[Exercise details] Wherever the word "setLineDash" appears in a line of the data, that line should be copied.

(Collected data)
•••
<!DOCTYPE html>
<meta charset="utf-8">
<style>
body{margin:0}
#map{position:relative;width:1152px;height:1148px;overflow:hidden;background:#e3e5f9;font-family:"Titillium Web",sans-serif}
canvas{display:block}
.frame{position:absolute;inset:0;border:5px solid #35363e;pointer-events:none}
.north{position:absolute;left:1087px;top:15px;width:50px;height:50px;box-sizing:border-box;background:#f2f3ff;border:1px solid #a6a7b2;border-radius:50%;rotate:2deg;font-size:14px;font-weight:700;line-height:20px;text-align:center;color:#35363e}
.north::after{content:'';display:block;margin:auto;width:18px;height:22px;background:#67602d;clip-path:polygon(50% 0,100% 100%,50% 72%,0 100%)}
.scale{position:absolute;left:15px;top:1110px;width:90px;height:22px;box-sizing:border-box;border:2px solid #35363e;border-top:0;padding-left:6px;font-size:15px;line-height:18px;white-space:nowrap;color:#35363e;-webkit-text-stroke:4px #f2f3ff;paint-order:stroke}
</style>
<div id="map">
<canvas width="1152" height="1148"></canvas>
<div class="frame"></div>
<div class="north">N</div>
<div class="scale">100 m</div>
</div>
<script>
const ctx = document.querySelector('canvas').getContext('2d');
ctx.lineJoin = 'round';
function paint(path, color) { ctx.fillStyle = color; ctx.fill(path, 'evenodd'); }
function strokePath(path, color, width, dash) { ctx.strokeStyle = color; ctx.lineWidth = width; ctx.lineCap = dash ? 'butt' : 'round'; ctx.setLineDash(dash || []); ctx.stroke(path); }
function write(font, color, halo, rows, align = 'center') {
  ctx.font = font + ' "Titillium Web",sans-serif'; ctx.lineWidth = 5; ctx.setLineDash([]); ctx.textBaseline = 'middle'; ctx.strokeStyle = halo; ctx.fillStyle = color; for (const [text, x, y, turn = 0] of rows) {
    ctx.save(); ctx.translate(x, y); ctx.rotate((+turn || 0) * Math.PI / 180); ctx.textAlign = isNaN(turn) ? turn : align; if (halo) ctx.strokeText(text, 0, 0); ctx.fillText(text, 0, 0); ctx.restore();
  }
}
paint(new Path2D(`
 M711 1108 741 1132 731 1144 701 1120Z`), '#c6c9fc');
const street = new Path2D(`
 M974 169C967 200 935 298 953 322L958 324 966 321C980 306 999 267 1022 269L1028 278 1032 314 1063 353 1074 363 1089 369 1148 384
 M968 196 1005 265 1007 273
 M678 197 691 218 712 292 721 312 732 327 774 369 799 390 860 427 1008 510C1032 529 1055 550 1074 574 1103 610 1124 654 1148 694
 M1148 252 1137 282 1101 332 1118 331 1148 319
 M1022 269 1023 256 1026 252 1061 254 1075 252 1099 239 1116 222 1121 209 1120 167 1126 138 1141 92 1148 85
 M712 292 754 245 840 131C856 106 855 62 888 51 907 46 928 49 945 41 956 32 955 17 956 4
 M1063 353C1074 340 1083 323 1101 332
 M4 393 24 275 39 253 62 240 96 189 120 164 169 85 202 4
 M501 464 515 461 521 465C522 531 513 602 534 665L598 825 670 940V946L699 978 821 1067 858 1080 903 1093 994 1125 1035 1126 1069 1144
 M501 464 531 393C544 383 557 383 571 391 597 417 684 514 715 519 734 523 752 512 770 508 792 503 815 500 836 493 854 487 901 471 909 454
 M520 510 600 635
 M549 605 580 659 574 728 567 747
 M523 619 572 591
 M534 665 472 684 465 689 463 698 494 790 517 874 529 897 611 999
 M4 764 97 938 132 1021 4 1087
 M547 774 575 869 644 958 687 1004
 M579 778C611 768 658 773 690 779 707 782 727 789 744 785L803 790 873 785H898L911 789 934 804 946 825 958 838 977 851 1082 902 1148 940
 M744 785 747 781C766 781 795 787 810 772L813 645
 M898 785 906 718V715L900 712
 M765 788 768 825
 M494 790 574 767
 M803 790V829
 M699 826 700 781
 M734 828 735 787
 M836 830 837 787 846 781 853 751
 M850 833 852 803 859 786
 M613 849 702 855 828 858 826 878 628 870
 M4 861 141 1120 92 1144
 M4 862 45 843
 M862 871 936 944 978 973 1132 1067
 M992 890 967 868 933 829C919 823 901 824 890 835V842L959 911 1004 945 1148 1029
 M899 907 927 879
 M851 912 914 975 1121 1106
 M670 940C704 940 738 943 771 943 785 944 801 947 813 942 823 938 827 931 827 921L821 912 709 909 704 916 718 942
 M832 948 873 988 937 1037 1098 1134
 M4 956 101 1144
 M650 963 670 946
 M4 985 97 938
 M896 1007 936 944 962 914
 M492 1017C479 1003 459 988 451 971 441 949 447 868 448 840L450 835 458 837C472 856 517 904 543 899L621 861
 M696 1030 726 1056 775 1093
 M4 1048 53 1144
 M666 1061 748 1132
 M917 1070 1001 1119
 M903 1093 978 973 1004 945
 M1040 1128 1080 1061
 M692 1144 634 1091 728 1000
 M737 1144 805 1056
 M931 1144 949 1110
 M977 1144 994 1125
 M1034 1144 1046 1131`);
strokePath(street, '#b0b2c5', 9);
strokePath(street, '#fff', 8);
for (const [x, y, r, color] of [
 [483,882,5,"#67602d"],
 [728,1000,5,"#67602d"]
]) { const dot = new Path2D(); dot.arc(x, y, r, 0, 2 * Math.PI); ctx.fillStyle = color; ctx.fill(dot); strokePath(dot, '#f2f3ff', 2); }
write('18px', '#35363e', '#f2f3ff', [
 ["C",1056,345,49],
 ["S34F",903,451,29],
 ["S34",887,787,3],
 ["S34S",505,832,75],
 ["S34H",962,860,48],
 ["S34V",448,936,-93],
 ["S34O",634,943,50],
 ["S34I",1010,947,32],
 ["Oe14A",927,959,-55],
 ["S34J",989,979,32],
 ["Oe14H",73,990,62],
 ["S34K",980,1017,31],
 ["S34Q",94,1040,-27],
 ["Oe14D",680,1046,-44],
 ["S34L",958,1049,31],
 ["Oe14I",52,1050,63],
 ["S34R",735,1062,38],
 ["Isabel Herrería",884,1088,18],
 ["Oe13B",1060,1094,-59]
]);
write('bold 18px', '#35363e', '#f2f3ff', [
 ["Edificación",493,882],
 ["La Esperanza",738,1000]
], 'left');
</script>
•••
[Answer to the problem]
function strokePath(path, color, width, dash) { ctx.strokeStyle = color; ctx.lineWidth = width; ctx.lineCap = dash ? 'butt' : 'round'; ctx.setLineDash(dash || []); ctx.stroke(path); }
  ctx.font = font + ' "Titillium Web",sans-serif'; ctx.lineWidth = 5; ctx.setLineDash([]); ctx.textBaseline = 'middle'; ctx.strokeStyle = halo; ctx.fillStyle = color; for (const [text, x, y, turn = 0] of rows) {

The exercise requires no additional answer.